Item 3. Quantitative and Qualitative Disclosures about Market Risk
Except for the discussion of the interest rate risk management and the details of commodity derivative positions included below, the information about market risk for the six months ended June 30, 2009 does not differ materially from that discussed in Item 7A.Quantitative and Qualitative Disclosures about Market Risk of the Partnership's Annual Report on Form 10-K for the year ended December 31, 2008.

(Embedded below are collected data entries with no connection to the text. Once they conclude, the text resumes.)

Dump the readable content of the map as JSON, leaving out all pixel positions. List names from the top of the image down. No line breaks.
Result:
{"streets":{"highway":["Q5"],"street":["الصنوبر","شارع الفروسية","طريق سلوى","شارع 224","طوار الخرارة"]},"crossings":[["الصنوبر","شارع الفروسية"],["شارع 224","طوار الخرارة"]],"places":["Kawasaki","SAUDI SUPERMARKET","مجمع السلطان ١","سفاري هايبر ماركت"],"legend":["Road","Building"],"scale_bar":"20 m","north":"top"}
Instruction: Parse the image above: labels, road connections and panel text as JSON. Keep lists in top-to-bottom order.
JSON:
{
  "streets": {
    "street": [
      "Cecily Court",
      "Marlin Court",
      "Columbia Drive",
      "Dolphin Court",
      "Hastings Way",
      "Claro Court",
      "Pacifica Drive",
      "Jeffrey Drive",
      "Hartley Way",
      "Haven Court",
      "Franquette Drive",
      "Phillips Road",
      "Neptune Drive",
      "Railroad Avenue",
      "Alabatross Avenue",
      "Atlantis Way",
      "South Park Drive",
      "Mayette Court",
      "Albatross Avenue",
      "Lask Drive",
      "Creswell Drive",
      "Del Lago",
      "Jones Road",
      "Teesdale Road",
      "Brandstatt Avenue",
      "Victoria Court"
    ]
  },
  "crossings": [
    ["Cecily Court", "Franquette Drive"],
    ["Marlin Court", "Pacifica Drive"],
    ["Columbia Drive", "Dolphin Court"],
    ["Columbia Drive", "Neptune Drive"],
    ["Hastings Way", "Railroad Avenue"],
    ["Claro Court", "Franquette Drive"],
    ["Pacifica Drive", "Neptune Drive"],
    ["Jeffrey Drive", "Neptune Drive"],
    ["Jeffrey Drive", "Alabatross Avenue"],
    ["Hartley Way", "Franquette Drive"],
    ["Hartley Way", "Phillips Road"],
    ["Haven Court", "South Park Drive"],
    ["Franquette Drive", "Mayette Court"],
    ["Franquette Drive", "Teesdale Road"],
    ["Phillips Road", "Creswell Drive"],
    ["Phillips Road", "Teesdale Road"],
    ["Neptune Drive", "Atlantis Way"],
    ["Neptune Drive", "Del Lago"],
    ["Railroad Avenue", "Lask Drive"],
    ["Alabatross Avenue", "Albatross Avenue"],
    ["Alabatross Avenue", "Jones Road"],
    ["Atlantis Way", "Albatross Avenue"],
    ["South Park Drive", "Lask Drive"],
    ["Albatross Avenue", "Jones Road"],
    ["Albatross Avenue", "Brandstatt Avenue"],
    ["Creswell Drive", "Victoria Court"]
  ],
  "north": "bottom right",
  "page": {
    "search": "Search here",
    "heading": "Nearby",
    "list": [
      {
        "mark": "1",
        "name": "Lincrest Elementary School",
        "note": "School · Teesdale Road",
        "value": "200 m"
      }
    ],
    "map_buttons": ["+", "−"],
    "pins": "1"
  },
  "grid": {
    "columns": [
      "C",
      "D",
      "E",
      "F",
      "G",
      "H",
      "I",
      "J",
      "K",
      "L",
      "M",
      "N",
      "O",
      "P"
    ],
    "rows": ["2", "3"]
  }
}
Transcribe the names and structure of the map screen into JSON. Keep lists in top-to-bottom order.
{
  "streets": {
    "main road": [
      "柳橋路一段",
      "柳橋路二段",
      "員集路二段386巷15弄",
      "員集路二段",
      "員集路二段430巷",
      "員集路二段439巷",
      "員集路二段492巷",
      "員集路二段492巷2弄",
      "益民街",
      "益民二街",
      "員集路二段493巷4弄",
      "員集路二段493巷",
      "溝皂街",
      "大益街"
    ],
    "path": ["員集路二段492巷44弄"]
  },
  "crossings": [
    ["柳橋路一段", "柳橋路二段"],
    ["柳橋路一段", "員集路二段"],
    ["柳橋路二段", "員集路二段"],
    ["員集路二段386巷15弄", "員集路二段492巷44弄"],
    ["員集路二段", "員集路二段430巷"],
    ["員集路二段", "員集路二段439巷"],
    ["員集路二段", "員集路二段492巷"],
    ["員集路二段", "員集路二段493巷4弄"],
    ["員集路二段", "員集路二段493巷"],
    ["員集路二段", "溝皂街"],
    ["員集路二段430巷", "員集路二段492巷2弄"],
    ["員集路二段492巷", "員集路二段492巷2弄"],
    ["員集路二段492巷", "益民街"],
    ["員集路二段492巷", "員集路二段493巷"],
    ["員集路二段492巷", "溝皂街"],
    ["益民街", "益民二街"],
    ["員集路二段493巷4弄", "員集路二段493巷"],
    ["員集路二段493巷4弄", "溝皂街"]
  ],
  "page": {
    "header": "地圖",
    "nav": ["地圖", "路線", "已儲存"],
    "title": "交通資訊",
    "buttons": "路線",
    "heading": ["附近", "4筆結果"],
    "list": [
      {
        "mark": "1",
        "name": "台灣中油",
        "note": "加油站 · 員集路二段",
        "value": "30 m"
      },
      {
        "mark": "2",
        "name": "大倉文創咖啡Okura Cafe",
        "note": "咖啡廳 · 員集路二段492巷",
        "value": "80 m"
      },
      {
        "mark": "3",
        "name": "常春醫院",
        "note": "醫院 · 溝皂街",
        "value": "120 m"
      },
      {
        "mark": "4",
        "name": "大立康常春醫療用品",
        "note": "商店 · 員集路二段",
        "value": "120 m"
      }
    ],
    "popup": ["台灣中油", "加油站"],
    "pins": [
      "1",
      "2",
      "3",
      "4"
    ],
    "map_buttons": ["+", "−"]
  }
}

Interest Rate Risk Management
In order to maintain a cost effective capital structure, we borrow funds using a mix of fixed rate debt and variable rate debt. We may use interest rate swap agreements to manage the interest rate risk associated with the fair value of our fixed rate borrowings and to effectively convert a portion of the underlying cash flows related to our long-term fixed rate debt securities into variable rate cash flows in order to achieve our desired mix of fixed and variable rate debt.
60
Since the fair value of fixed rate debt varies inversely with changes in the market rate of interest, we enter into swap agreements to receive a fixed rate and pay a variable rate of interest in order to convert the interest expense associated with certain of our senior notes from fixed rates to variable rates. As a result, our future cash flows from these swap agreements will vary with the market rate of interest. These swaps, therefore, hedge against changes in the fair value of our fixed rate debt that result from market interest rate changes. For derivative instruments that are designated and qualify as a fair value hedge, the gain or loss on the derivative as well as the offsetting loss or gain on the hedged item attributable to the hedged risk are recognized in current earnings.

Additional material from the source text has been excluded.